For much of the last 10 years I have been working on the development and operations of a data management system. This system has two types of customers. The customers providing the data are publishers of science, technical, and medical journals, books, and organizers of conferences.
There are 14,000 publisher customers or their representatives. The customers using the data are also the publishers, but the primary users are researchers and those providing services to them. There are about 160,000 direct use customers. On average we make 300,000 changes per day to the data and service 8-15 million external requests per day.

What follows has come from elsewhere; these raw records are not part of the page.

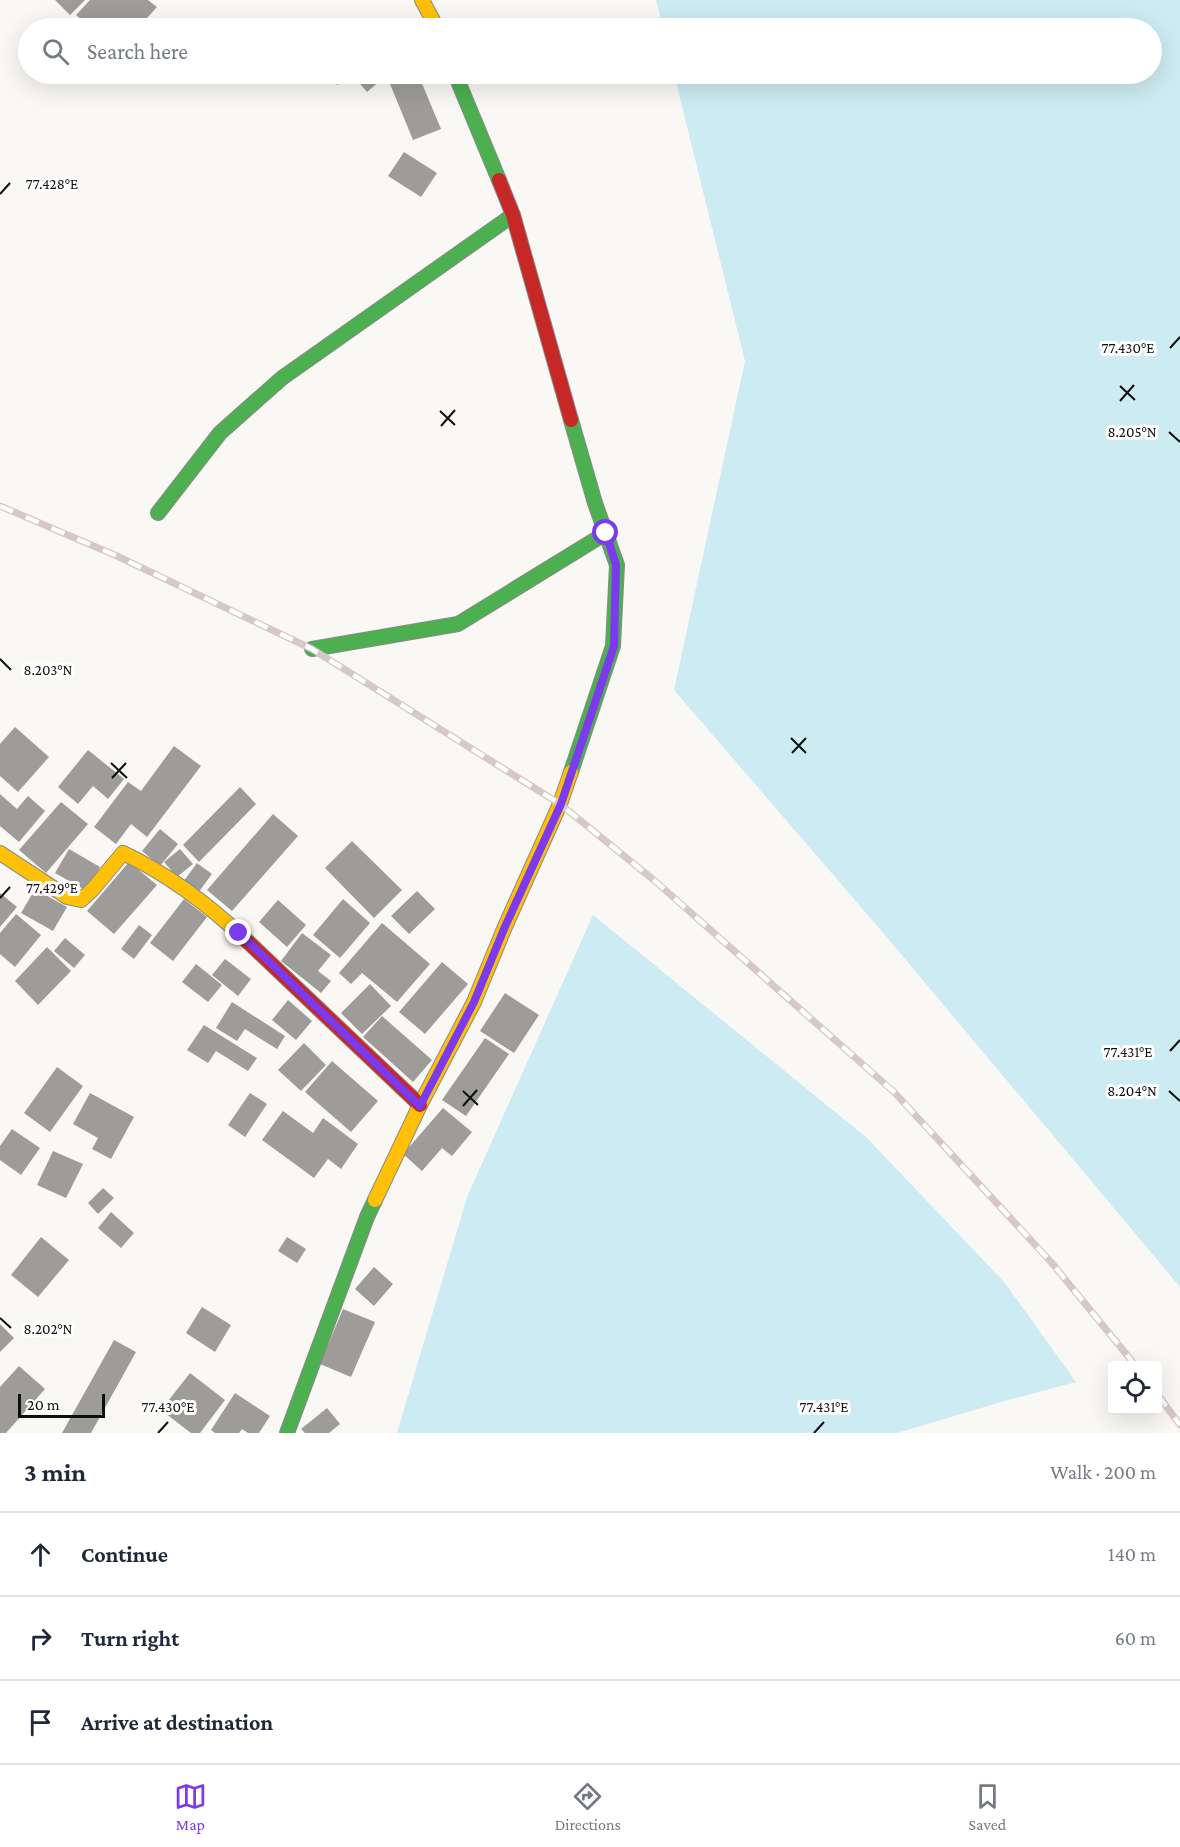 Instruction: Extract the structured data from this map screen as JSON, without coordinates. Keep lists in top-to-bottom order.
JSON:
{
  "scale_bar": "20 m",
  "page": {
    "search": "Search here",
    "scale": "20 m",
    "heading": ["3 min", "Walk · 200 m"],
    "list": [
      ["Continue", "140 m"],
      ["Turn right", "60 m"],
      "Arrive at destination"
    ],
    "nav": ["Map", "Directions", "Saved"]
  },
  "coordinates": [
    "77.428°E",
    "77.430°E",
    "8.205°N",
    "8.203°N",
    "77.429°E",
    "77.431°E",
    "8.204°N",
    "8.202°N"
  ]
}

The system is composed of statically allocated VMs running a common executable with each deployment having a function specific configuration. (All the VMs run CentOS 7.) We use several instances of HAProxy to dispatch external and internal requests to the appropriate deployment based on information in the URL and/or in HTTP headers. We run the same system in AWS and in our own data centers.
The common executable is a Java 8 implementation within a Spring 3 servlet framework. We build from a single code base and build a single WAR file for use in Tomcat 8. The Tomcat installations on the VMs have an identity and that identity is what the executable uses to configure itself on start up. Some of the deployments are microservices in that they manage their own data and are only accessible via network interface. Other deployments are distributed monoliths and so can be scaled out, but share Oracle and MySql replicated databases. All communication between deployments is over HTTP.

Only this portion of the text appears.